A Itaipu enviou uma nota às lideranças indígenas na qual Fernando Antônio Prazeres, Desembargador do Tribunal de Justiça do Paraná (TJPR) e Membro da Comissão Nacional de Soluções Fundiárias no Conselho Nacional de Justiça afirma que “o compromisso da empresa na aquisição de áreas que possam atender às necessidades das comunidades Ava Guaraní. Os procedimentos necessários para a compra das áreas estão sendo ultimados e, em breve, poderão ser disponibilizadas. A Itaipu Binacional assume, ainda, o compromisso de continuar na sua política de dar suporte institucional às comunidades indígenas, de modo a garantir a elas a infraestrutura necessária para a ocupação das referidas áreas”.

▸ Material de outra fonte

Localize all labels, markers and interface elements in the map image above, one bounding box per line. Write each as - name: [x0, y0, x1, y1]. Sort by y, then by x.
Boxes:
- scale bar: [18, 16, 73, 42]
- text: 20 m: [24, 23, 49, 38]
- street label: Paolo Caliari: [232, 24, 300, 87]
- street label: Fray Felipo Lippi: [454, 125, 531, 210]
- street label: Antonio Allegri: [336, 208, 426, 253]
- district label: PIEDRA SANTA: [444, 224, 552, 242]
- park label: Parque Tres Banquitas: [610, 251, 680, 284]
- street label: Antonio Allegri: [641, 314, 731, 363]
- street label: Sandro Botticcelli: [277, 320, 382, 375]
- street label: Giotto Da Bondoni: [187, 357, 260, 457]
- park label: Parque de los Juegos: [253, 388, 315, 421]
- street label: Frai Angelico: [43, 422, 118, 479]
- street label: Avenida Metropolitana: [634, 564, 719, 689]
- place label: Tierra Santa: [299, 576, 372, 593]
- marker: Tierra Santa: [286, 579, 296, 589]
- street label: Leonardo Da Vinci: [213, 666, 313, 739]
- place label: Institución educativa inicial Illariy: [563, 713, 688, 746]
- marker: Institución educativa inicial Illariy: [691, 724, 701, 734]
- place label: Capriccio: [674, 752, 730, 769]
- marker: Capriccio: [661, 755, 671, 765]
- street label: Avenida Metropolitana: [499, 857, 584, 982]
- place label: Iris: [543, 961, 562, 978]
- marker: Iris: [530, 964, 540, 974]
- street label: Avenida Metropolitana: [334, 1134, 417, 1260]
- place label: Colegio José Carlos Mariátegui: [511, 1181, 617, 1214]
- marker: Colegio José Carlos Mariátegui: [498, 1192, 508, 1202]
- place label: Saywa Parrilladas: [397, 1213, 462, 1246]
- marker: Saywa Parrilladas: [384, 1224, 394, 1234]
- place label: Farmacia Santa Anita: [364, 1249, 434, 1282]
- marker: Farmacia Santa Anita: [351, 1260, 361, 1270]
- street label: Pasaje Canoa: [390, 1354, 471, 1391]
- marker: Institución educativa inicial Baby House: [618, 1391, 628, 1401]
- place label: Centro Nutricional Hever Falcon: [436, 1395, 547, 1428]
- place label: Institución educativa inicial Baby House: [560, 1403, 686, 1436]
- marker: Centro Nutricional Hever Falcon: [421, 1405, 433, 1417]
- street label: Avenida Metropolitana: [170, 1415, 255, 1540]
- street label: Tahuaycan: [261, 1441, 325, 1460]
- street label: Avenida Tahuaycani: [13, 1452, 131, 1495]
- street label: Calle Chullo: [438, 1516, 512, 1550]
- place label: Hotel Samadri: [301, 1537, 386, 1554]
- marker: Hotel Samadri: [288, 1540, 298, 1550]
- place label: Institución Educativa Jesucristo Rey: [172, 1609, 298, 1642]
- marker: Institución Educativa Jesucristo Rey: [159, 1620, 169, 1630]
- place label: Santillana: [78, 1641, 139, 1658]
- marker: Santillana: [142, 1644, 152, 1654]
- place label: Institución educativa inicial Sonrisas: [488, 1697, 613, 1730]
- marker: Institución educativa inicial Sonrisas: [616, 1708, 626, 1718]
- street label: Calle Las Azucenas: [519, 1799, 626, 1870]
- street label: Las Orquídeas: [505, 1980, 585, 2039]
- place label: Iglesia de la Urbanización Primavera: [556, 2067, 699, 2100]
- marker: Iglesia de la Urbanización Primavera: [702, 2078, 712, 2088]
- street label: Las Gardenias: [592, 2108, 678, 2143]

No dia 18/07 algumas retomadas e Tekohas foram visitadas pelo Juiz da Comarca de Terra Roxa e pelo Ministério Público Federal. Conforme o Cacique Izaias, indígenas repassaram demandas à justiça destacando que precisam de acesso à água potável, alimentação e também garantia de acesso de alunos indígenas às escolas.